## [THE PROBLEM]
How many of the lines below hold the string "minor"? Say only the number.

Stored items:
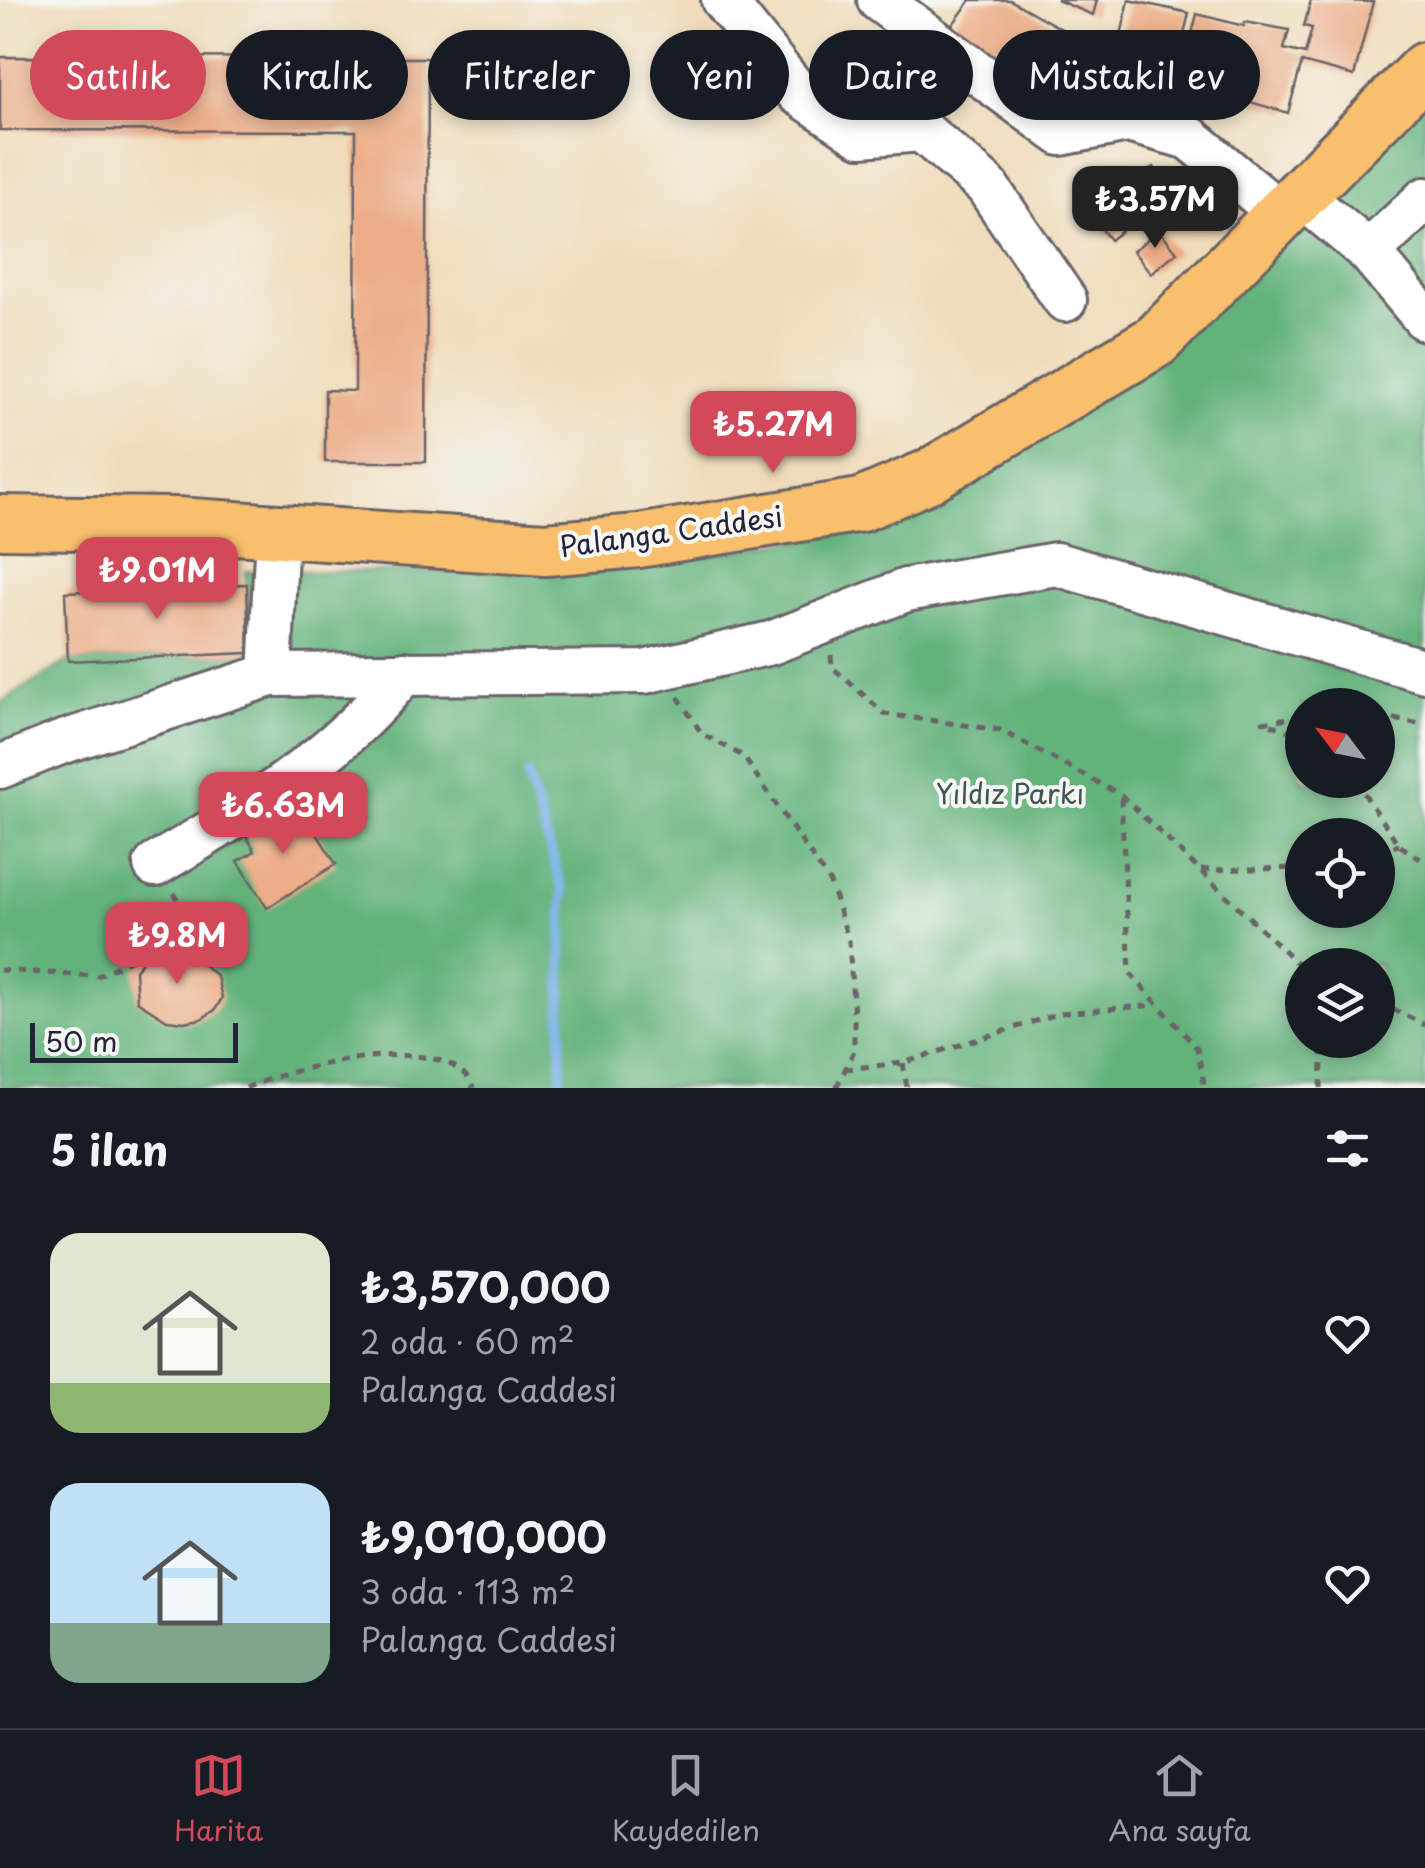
<!DOCTYPE html>
<html lang="tr">
<meta charset="utf-8">
<style>
:root{--surface:#171b24;--page:#20242c;--text:#f1f3f6;--muted:#9ea1a6;--line:#363941;--accent:#d1495b}
body{margin:0;font-family:"Playpen Sans",sans-serif;background:var(--page);color:var(--text);height:100vh;display:flex;flex-direction:column;font-size:38px;white-space:nowrap}
*{box-sizing:border-box;margin:0}
p{font-size:32px;color:var(--muted)}
.icon{flex:none;width:55px;height:55px;fill:none;stroke:currentColor;stroke-width:2;stroke-linecap:round;stroke-linejoin:round}
.map{position:relative;height:1088px;overflow:hidden}
.drawer{display:flex;flex-direction:column;background:var(--surface);flex:1}
.drawer>*{flex:none}
.banner{position:absolute;left:30px;top:30px;width:1365px;height:90px;display:flex;gap:20px}
.needle{width:65px;rotate:302deg}
.tools{position:absolute;left:1285px;top:688px;display:grid;gap:20px}
.tools a{display:grid;place-items:center;width:110px;height:110px;border-radius:50%;background:var(--surface);box-shadow:0 5px 15px #0003;font-size:50px}
.scale{position:absolute;left:30px;bottom:25px;width:208px;box-sizing:border-box;padding-left:10px;border:5px solid #22223b;border-top:0;font-size:28px;line-height:35px;white-space:nowrap;color:#22223b;-webkit-text-stroke:8px #f6f6f2;paint-order:stroke}
.price{position:absolute;translate:-50% -85px;padding:0 22px;border-radius:20px;background:var(--accent);color:#fff;font-size:32px;line-height:65px;filter:drop-shadow(0 2px 5px #0008)}
.price::after{content:'';position:absolute;left:50%;top:60px;width:30px;height:22px;margin-left:-15px;background:inherit;clip-path:polygon(0 0,100% 0,50% 100%)}
.price.on{background:#222;color:#fff}
ul{padding:0;list-style:none}
li{display:flex;align-items:center;gap:30px;height:250px;padding:0 50px}
li span{display:grid;place-items:center;flex:none;width:280px;height:200px;border-radius:30px;color:#555}
li>.icon{margin-inline-start:auto}
span .icon{width:120px;height:120px;fill:#fffc;stroke-width:1}
li b{font-size:42px}
h2{display:flex;justify-content:space-between;align-items:center;height:120px;padding:0 50px;font-size:42px}
.tag{padding:0 35px;border-radius:45px;background:var(--surface);box-shadow:0 5px 15px #0003;font-size:35px;line-height:90px}
.tag.on{background:var(--accent);color:#fff}
.dock{display:flex;justify-content:space-around;align-items:center;height:140px;border-top:2px solid var(--line);background:var(--surface);font-size:28px;color:var(--muted)}
.dock a{display:grid;justify-items:center;gap:5px}
.dock .on{color:var(--accent)}
.map>svg:first-child{display:block}
</style>
<div class="map">
<svg width="1425" height="1088" viewBox="0 0 1425 1088">
<rect width="100%" height="100%" fill="#f6f6f2"/>
<filter id="ink" filterUnits="userSpaceOnUse"><feTurbulence type="fractalNoise" baseFrequency=".01" numOctaves="2"/><feDisplacementMap in="SourceGraphic" scale="20" xChannelSelector="R" yChannelSelector="G"/><feConvolveMatrix kernelMatrix="1 2 1 2 8 2 1 2 1" color-interpolation-filters="sRGB"/></filter>
<filter id="wash" filterUnits="userSpaceOnUse"><feTurbulence type="fractalNoise" baseFrequency=".0048" numOctaves="4" result="noise"/><feDisplacementMap in="SourceGraphic" scale="40" xChannelSelector="R" yChannelSelector="G"/><feGaussianBlur stdDeviation="2.25" result="paint"/><feColorMatrix in="noise" values="0 0 0 0 0 0 0 0 0 0 0 0 0 0 0 0 0 1.4 0 .05"/><feComposite in="paint" operator="in"/></filter>
<g filter="url(#wash)">
<rect width="100%" height="100%" fill="#f0dcba"/>
<path fill="#64b27b" stroke="#436a5b" stroke-width="2.5" fill-rule="evenodd" d="M 1425,94 L 1425,1088 L 0,1088 L 0,703 L 68,661 L 249,653 L 246,571 L 599,572 L 896,524 L 987,470 ZM 1302,705 L 1378,705 L 1378,780 L 1302,780 ZM 1302,835 L 1378,835 L 1378,910 L 1302,910 ZM 1302,965 L 1378,965 L 1378,1040 L 1302,1040 Z"/>
<g fill="none" stroke-linecap="round" stroke-linejoin="round">
<path stroke="#7fb2ec" stroke-width="9" d="M 527,775 L 563,890 L 561,1088"/>
</g>
<g id="blocks">
<path fill="#ecad88" d="M 971,0 L 1010,0 L 1095,48 L 1064,98 L 947,32 Z
M 1057,0 L 1097,0 L 1093,15 Z
M 1129,0 L 1189,13 L 1171,88 L 1112,75 Z
M 1311,0 L 1373,2 L 1354,76 L 1302,62 L 1288,113 L 1250,102 L 1251,98 L 1227,89 L 1181,78 L 1197,14 L 1244,26 L 1245,22 L 1289,30 L 1284,49 L 1305,54 L 1312,28 L 1304,26 Z
M 0,57 L 428,58 L 426,462 L 325,462 L 325,390 L 355,391 L 356,131 L 0,130 Z
M 1154,167 L 1180,201 L 1147,226 L 1140,217 L 1110,240 L 1091,215 Z
M 1159,230 L 1177,252 L 1151,273 L 1133,251 Z
M 247,584 L 249,653 L 68,661 L 65,592 Z
M 267,811 L 281,815 L 290,829 L 307,818 L 336,864 L 267,908 L 238,861 L 255,851 L 247,837 L 249,822 Z
M 165,953 L 192,956 L 217,976 L 222,998 L 215,1010 L 201,1019 L 184,1022 L 167,1020 L 137,1001 L 135,970 L 146,957 Z"/>
</g>
</g>
<g filter="url(#ink)">
<use href="#blocks" fill-opacity="0" stroke="#6a6367" stroke-width="2.5"/>
<g fill="none" stroke-linecap="round" stroke-linejoin="round">
<g stroke="#6a6367" stroke-width="48">
<path id="minor" d="M 723,0 L 798,93 L 861,135 L 921,130 L 986,185 L 1065,300
M 879,0 L 1061,134 L 1128,121 L 1190,138 L 1282,215
M 1301,196 L 1369,252 L 1425,319
M 1369,252 L 1425,199
M 270,675 L 277,532
M 0,767 L 60,743 L 270,675 L 644,672 L 771,643 L 906,590 L 1056,564 L 1425,671
M 155,865 C 246,812 338,756 404,673"/>
</g>
<g stroke="#6a6367" stroke-width="58">
<path id="major" d="M 0,522 L 176,524 L 545,549 L 638,541 L 861,505 L 929,476 L 1156,341 L 1425,69"/>
</g>
<path stroke="#6a6367" stroke-width="5" stroke-dasharray="8 8" stroke-linecap="butt" d="M 831,655 L 832,667 L 885,714 L 1000,730 L 1121,795 L 1302,968
M 678,697 L 702,734 L 743,756 L 830,883 L 849,941 L 854,1017 L 854,1051 L 836,1088
M 1302,716 L 1263,722 L 1302,735
M 1378,716 L 1425,725
M 1355,780 L 1399,845 L 1425,862
M 1121,798 L 1130,973 L 1197,1048 L 1205,1088
M 1378,851 L 1399,845
M 1201,870 L 1302,868
M 0,970 L 98,976 L 195,927 L 174,893
M 1378,1002 L 1425,1025
M 903,1063 L 907,1088
M 845,1069 L 903,1063 L 1061,1013 L 1157,1005
M 246,1088 C 289,1068 451,1026 473,1088
M 1321,1088 L 1323,1040"/>
<use href="#minor" stroke="#fff" stroke-width="42"/>
<use href="#major" stroke="#f8bf6c" stroke-width="52"/>
</g>
</g>
<g text-anchor="middle" stroke-width="8" stroke-linejoin="round" paint-order="stroke">
<g font-size="28" fill="#22223b" stroke="#f6f6f2">
<text transform="translate(671 532) rotate(-8)" y="10">Palanga Caddesi</text>
</g>
<g font-size="28" fill="#3d5655" stroke="#f6f6f2">
<text x="1010" y="804">Yıldız Parkı</text>
</g>
</g>
</svg>
<div class="tools">
<a><svg class="needle" viewBox="-14 -14 28 28"><path d="M0-13l5 13h-10z" fill="#e53935"/><path d="M0 13l5-13h-10z" fill="#9ea1a6"/></svg></a>
<a><svg class="icon" aria-label="locate" viewBox="0 0 24 24"><circle cx="12" cy="12" r="6"/><path d="M12 2v4M12 18v4M2 12h4M18 12h4"/></svg></a>
<a><svg class="icon" aria-label="layers" viewBox="0 0 24 24"><path d="M12 4l9 5-9 5-9-5zM3 14l9 5 9-5"/></svg></a>
</div>
<div class="scale">50 m</div>
<b class="price on" style="left:1155px;top:251px">₺3.57M</b>
<b class="price" style="left:773px;top:476px">₺5.27M</b>
<b class="price" style="left:157px;top:622px">₺9.01M</b>
<b class="price" style="left:283px;top:857px">₺6.63M</b>
<b class="price" style="left:177px;top:987px">₺9.8M</b>
<div class="banner">
<a class="tag on">Satılık</a>
<a class="tag">Kiralık</a>
<a class="tag">Filtreler</a>
<a class="tag">Yeni</a>
<a class="tag">Daire</a>
<a class="tag">Müstakil ev</a>
</div>
</div>
<section class="drawer">
<h2>5 ilan<svg class="icon" aria-label="filters" viewBox="0 0 24 24"><path d="M4 7h16M4 17h16"/><circle cx="9" cy="7" r="2"/><circle cx="15" cy="17" r="2"/></svg></h2>
<ul>
<li><span style="background:linear-gradient(#dfe7d0 75%,#8fb573 0)"><svg class="icon" aria-label="home" viewBox="0 0 24 24"><path d="M3 11l9-7 9 7M6 9v11h12V9"/></svg></span><div><b>₺3,570,000</b><p>2 oda · 60 m²</p><p>Palanga Caddesi</p></div><svg class="icon" aria-label="heart" viewBox="0 0 24 24"><path d="M12 20l-8-8c-3-5 5-10 8-4 3-6 11-1 8 4z"/></svg></li>
<li><span style="background:linear-gradient(#bfe0f5 70%,#7fa58c 0)"><svg class="icon" aria-label="home" viewBox="0 0 24 24"><path d="M3 11l9-7 9 7M6 9v11h12V9"/></svg></span><div><b>₺9,010,000</b><p>3 oda · 113 m²</p><p>Palanga Caddesi</p></div><svg class="icon" aria-label="heart" viewBox="0 0 24 24"><path d="M12 20l-8-8c-3-5 5-10 8-4 3-6 11-1 8 4z"/></svg></li>
</ul>
</section>
<nav class="dock">
<a class="on"><svg class="icon" aria-label="map" viewBox="0 0 24 24"><path d="M3 6l6-2 6 2 6-2v14l-6 2-6-2-6 2zM9 4v14M15 6v14"/></svg>Harita</a>
<a><svg class="icon" aria-label="saved" viewBox="0 0 24 24"><path d="M7 4h10v16l-5-4-5 4z"/></svg>Kaydedilen</a>
<a><svg class="icon" aria-label="home" viewBox="0 0 24 24"><path d="M3 11l9-7 9 7M6 9v11h12V9"/></svg>Ana sayfa</a>
</nav>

## [RESULT OF THE EXERCISE]
2